**Work request:**
In the data that follows, find each line containing "casing" and copy it.

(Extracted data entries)
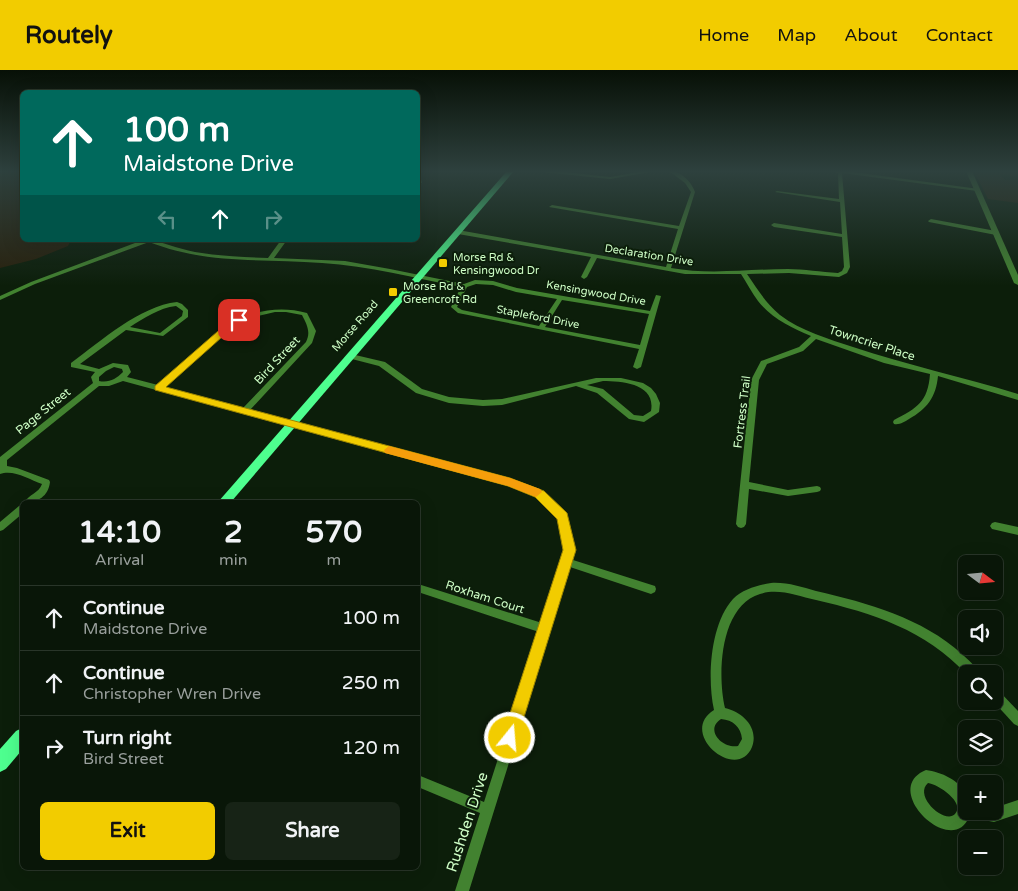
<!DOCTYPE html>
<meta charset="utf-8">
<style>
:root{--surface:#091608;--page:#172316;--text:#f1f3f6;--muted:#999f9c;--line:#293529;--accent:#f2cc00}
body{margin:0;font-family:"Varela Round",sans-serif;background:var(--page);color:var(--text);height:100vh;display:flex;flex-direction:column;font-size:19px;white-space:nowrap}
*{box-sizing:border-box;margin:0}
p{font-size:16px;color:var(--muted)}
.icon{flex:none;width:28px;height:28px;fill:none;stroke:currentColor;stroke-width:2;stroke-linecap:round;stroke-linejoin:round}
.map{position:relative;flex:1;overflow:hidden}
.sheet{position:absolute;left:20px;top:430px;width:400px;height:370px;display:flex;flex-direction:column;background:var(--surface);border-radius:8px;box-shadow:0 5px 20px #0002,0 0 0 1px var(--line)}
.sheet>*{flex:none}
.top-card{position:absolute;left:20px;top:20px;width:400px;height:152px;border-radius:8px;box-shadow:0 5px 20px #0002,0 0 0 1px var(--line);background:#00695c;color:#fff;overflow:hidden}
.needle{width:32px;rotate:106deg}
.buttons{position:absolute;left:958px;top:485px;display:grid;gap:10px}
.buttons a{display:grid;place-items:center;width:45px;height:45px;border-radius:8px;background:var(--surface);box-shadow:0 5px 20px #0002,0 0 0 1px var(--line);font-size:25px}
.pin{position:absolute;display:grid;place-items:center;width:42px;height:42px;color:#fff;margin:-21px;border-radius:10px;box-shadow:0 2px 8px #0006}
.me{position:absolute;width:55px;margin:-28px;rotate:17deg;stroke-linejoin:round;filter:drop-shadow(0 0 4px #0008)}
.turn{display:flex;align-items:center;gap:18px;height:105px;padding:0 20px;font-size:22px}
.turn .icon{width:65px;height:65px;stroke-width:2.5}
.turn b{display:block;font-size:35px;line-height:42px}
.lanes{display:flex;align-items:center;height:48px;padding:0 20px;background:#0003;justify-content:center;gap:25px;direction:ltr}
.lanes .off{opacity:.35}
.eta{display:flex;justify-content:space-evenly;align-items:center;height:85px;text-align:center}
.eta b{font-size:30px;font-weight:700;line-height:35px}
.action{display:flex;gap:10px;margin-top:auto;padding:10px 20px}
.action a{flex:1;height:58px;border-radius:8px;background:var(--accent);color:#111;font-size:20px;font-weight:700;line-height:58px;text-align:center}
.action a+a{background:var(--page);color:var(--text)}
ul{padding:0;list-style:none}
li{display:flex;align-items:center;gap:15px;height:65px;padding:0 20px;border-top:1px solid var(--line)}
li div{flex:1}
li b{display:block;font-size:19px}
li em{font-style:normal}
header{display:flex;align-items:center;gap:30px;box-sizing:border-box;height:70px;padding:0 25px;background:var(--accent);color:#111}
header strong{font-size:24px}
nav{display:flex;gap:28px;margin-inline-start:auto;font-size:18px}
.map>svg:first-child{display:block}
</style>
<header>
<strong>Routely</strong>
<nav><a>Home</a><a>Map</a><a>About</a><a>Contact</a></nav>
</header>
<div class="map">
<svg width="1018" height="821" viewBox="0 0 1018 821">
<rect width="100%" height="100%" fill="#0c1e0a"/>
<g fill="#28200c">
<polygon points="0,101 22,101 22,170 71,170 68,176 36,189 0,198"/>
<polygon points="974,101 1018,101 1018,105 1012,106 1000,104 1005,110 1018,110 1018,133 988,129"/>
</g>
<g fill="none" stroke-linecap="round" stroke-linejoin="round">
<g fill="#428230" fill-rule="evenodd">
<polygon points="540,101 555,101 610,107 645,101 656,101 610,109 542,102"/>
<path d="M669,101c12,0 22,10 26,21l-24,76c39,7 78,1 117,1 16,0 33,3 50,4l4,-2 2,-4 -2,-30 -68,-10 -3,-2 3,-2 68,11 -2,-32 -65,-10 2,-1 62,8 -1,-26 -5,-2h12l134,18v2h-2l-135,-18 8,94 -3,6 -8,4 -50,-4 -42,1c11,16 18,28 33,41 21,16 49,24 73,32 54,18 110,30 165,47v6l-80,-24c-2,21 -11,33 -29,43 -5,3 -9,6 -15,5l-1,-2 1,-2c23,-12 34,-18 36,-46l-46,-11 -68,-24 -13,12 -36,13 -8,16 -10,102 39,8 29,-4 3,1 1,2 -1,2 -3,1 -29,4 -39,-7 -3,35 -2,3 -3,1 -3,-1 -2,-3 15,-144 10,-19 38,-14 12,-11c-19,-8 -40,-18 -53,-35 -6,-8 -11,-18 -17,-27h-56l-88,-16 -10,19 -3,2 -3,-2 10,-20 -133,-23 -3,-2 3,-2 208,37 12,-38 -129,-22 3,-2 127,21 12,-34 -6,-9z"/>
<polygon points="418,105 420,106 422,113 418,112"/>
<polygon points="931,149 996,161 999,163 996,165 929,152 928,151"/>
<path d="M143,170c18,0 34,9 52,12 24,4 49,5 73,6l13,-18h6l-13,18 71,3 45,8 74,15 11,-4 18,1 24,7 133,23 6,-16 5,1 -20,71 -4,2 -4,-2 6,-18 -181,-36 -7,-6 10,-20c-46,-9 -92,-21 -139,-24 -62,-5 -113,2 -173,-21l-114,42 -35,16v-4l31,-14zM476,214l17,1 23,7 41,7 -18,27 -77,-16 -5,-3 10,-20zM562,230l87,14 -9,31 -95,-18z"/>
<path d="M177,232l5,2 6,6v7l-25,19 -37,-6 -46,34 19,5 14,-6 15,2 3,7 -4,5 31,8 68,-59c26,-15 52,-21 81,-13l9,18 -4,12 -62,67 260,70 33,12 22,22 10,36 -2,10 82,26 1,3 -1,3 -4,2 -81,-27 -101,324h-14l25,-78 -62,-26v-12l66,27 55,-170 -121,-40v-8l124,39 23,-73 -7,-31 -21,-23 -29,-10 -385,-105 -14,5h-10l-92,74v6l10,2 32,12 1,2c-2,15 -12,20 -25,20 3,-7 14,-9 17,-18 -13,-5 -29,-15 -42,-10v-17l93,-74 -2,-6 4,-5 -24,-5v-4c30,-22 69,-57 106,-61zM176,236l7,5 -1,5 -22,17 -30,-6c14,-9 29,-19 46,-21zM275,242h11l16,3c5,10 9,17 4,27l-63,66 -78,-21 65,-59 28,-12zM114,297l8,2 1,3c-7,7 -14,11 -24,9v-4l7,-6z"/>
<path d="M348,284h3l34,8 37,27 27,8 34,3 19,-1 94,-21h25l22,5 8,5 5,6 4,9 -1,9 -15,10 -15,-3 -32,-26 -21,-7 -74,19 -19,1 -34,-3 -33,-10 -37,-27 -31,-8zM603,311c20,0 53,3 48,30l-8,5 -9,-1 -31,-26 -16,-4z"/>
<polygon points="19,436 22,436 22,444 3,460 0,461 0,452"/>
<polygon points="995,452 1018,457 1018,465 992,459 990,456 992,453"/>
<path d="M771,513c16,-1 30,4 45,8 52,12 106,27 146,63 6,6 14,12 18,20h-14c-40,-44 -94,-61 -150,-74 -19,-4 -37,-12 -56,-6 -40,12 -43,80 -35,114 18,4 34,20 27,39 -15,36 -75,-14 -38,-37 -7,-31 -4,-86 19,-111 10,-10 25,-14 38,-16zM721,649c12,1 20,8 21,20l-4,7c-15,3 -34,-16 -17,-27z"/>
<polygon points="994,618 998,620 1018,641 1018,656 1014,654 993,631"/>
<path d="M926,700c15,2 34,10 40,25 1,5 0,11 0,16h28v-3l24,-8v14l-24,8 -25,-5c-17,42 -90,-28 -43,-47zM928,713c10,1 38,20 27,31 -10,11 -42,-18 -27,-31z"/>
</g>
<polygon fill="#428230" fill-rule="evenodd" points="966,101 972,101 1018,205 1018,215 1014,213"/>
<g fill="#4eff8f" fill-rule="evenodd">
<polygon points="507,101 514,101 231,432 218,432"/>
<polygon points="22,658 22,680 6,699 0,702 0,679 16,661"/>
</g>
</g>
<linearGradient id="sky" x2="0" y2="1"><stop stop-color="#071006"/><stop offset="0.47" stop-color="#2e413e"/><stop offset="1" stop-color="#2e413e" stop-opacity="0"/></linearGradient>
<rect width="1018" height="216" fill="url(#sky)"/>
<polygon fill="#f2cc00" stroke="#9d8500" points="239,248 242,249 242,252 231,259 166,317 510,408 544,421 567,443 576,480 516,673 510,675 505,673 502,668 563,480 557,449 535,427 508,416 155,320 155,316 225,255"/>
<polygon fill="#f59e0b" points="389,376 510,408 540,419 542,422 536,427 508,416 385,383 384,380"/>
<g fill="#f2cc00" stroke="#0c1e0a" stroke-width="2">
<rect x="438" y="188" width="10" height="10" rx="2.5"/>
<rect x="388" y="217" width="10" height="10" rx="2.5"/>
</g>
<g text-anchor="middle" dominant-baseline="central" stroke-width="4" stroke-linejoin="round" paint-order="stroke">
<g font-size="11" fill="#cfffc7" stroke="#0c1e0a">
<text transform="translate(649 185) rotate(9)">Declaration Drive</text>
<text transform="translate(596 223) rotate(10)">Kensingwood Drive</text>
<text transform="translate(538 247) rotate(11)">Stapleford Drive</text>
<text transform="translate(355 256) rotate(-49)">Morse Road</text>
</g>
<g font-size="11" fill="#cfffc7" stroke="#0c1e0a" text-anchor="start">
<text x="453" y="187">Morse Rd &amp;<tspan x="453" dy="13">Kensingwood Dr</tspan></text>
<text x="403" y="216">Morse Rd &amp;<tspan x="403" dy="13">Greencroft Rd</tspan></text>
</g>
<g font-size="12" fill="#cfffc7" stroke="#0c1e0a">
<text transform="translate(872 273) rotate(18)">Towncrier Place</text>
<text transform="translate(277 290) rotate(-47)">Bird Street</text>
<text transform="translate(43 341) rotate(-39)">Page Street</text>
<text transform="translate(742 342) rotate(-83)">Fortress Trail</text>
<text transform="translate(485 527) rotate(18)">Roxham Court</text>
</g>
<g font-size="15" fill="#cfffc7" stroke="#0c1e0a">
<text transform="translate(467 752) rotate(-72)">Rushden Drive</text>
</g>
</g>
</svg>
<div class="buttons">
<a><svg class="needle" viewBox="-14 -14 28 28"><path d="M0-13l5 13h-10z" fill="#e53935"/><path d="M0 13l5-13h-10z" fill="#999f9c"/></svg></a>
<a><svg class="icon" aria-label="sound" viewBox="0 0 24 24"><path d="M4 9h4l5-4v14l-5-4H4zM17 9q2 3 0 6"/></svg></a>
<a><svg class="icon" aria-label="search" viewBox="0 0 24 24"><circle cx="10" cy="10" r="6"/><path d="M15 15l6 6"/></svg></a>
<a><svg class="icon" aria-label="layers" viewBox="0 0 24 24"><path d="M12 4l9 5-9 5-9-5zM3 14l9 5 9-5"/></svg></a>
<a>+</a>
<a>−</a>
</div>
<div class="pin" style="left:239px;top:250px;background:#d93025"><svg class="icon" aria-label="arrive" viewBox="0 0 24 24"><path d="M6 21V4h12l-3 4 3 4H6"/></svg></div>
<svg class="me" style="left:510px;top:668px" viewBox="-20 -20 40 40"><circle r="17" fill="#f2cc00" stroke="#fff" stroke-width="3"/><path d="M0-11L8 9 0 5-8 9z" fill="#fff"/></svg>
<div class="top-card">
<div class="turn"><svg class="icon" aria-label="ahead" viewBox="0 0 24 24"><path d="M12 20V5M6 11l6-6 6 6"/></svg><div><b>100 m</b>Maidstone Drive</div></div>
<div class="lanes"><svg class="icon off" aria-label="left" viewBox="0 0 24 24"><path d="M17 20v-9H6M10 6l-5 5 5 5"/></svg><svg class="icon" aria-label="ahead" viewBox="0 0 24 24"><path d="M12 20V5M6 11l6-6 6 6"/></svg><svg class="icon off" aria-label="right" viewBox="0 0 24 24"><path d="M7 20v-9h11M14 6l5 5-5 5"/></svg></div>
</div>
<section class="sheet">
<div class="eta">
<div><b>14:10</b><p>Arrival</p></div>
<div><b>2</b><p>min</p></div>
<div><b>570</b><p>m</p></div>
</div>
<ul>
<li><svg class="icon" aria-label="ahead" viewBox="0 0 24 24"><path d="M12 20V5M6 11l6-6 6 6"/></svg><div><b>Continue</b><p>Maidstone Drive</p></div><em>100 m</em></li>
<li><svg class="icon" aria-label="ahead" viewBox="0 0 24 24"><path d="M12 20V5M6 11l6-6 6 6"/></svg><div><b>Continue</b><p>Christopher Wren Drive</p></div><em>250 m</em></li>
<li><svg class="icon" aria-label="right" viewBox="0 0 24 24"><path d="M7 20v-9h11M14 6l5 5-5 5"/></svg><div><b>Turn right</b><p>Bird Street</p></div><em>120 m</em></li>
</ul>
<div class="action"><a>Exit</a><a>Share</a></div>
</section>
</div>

...

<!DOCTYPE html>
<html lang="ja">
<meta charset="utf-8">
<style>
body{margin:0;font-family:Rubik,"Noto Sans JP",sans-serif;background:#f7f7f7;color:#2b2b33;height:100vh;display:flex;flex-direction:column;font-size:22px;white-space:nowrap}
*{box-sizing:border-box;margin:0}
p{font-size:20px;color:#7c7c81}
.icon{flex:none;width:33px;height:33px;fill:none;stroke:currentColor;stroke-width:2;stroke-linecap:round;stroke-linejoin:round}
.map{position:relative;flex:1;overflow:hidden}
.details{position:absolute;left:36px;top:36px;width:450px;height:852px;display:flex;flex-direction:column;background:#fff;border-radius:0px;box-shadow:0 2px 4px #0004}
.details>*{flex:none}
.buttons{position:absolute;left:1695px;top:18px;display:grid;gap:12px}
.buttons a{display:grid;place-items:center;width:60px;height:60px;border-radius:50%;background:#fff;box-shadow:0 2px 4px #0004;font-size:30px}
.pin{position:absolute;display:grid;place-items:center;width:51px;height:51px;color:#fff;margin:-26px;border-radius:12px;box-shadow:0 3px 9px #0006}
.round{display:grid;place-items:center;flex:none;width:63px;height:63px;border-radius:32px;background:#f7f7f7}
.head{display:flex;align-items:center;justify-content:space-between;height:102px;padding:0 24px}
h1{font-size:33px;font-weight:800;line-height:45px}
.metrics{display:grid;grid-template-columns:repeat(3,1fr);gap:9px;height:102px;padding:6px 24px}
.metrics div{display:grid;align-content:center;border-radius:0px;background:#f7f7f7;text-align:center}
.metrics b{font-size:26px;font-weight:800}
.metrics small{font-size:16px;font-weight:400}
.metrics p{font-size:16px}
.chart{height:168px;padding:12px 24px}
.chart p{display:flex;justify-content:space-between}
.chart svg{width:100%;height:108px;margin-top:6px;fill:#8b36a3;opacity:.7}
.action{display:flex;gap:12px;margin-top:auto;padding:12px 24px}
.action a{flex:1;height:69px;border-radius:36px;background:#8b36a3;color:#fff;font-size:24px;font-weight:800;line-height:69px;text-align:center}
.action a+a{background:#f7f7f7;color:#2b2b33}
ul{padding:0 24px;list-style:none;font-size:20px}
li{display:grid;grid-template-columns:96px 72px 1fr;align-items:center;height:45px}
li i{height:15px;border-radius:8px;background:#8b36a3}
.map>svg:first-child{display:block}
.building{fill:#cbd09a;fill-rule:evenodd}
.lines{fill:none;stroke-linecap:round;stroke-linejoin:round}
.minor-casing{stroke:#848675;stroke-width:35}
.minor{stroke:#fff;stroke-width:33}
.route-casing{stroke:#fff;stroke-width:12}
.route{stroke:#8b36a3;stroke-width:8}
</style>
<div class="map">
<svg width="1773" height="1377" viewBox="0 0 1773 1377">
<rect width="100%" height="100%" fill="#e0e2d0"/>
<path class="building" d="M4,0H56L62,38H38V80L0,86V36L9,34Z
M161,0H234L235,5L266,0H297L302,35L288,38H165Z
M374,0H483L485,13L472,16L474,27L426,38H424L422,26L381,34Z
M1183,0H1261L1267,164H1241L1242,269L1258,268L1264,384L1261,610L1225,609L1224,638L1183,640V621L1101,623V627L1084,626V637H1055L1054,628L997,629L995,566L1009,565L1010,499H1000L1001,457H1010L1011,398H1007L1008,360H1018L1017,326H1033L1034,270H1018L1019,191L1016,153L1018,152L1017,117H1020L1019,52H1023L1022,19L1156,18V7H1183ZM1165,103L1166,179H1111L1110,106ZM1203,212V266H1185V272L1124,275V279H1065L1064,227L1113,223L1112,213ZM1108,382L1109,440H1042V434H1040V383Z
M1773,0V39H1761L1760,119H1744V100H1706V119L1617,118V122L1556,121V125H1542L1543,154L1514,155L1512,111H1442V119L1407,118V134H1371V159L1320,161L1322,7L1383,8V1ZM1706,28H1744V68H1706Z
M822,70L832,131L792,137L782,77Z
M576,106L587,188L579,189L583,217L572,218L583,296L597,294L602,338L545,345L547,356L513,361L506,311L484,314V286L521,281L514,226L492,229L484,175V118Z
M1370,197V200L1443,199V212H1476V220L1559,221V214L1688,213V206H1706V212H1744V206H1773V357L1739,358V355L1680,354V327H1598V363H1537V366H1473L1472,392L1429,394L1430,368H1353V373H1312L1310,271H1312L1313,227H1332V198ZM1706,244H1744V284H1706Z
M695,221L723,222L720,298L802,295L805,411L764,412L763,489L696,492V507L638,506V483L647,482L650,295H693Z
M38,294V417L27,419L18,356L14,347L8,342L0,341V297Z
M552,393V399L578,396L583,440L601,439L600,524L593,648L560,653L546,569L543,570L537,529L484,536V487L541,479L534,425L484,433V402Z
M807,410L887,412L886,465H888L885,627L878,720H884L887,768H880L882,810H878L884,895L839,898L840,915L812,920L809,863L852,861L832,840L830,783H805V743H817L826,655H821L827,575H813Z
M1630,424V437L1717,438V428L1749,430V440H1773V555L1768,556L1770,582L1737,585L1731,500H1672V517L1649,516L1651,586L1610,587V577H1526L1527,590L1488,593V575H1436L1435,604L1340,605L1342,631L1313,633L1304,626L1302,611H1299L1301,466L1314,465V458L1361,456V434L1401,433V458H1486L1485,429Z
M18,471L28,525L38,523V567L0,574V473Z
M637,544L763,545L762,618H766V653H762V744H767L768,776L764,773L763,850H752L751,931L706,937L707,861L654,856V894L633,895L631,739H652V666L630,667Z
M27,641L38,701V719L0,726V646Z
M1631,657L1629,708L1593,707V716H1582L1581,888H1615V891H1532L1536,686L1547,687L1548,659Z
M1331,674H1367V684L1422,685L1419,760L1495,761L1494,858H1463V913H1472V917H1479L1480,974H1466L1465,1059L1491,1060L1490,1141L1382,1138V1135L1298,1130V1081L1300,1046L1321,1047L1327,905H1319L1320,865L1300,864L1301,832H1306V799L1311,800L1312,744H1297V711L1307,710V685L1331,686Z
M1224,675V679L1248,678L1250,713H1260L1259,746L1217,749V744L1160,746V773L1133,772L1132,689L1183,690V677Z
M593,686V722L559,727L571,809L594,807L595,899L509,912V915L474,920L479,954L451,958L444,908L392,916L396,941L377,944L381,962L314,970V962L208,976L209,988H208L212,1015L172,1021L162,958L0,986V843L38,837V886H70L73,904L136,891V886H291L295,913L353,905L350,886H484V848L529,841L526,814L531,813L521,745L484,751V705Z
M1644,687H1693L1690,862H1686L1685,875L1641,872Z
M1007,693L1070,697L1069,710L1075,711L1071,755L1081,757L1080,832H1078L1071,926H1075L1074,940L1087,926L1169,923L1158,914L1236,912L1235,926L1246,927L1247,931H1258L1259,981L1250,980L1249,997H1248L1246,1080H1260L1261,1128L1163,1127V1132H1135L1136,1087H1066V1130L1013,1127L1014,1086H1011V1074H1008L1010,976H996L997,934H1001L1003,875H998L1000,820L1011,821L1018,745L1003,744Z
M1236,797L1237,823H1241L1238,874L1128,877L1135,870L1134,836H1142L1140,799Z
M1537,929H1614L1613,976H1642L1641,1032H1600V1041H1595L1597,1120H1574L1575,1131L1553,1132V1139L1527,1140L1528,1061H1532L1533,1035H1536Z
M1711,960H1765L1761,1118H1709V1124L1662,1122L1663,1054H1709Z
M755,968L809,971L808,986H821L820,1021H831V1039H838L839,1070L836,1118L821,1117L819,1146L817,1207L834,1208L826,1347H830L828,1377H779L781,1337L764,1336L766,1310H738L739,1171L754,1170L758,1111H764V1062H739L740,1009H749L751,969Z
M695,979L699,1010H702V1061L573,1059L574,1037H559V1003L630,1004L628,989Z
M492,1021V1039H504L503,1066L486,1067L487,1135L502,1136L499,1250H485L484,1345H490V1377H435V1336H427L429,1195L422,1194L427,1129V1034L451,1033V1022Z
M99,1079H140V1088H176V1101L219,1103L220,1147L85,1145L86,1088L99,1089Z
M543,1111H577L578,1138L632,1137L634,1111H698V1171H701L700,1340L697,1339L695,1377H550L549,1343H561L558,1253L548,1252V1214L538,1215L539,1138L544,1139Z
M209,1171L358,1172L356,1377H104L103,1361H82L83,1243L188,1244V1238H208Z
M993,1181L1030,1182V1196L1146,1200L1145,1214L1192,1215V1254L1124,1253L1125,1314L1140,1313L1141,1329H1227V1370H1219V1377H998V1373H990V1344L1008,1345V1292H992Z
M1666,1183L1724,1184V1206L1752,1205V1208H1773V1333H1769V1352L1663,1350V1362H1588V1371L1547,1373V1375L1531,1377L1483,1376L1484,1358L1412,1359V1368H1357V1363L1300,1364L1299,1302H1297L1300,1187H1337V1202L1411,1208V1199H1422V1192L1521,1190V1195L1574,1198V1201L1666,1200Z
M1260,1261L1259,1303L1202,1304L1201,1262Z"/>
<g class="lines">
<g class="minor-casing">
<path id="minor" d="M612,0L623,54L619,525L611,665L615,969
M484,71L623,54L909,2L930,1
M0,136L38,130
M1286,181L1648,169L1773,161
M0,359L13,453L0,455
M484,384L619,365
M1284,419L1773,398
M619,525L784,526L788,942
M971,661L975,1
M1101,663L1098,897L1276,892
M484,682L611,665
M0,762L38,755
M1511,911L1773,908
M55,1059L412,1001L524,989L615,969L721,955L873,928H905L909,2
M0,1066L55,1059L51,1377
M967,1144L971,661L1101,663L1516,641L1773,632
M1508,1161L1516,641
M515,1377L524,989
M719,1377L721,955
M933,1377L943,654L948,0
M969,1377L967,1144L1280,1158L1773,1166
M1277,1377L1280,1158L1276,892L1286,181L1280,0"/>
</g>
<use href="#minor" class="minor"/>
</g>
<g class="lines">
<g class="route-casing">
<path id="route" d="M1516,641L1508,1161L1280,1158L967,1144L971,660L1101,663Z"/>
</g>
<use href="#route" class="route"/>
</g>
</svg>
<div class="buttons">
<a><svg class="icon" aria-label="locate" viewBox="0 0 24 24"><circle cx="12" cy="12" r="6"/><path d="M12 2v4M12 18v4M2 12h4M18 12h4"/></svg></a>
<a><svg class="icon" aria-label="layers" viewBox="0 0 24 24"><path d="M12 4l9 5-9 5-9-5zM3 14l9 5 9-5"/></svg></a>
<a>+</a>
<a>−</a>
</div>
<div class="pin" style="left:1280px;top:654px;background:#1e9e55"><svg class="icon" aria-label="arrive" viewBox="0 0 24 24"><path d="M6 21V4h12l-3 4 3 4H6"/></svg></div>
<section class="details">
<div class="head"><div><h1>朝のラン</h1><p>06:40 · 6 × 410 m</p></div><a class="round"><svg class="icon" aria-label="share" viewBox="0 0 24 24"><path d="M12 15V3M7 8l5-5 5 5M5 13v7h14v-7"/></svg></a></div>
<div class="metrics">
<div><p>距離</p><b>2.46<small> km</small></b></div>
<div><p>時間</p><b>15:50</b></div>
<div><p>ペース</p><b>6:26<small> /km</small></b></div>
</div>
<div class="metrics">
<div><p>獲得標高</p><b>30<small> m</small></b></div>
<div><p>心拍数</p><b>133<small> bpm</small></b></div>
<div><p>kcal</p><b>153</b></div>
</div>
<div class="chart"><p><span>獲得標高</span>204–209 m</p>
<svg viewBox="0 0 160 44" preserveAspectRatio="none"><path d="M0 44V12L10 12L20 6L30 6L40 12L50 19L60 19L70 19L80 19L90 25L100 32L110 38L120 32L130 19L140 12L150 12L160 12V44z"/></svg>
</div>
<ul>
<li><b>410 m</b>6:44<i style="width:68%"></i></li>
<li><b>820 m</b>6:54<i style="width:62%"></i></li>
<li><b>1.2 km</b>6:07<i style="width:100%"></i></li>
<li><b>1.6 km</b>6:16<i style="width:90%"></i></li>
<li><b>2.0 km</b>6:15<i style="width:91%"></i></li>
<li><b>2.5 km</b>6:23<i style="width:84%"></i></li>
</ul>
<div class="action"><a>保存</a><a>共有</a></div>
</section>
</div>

**The completed task:**
.minor-casing{stroke:#848675;stroke-width:35}
.route-casing{stroke:#fff;stroke-width:12}
<g class="minor-casing">
<g class="route-casing">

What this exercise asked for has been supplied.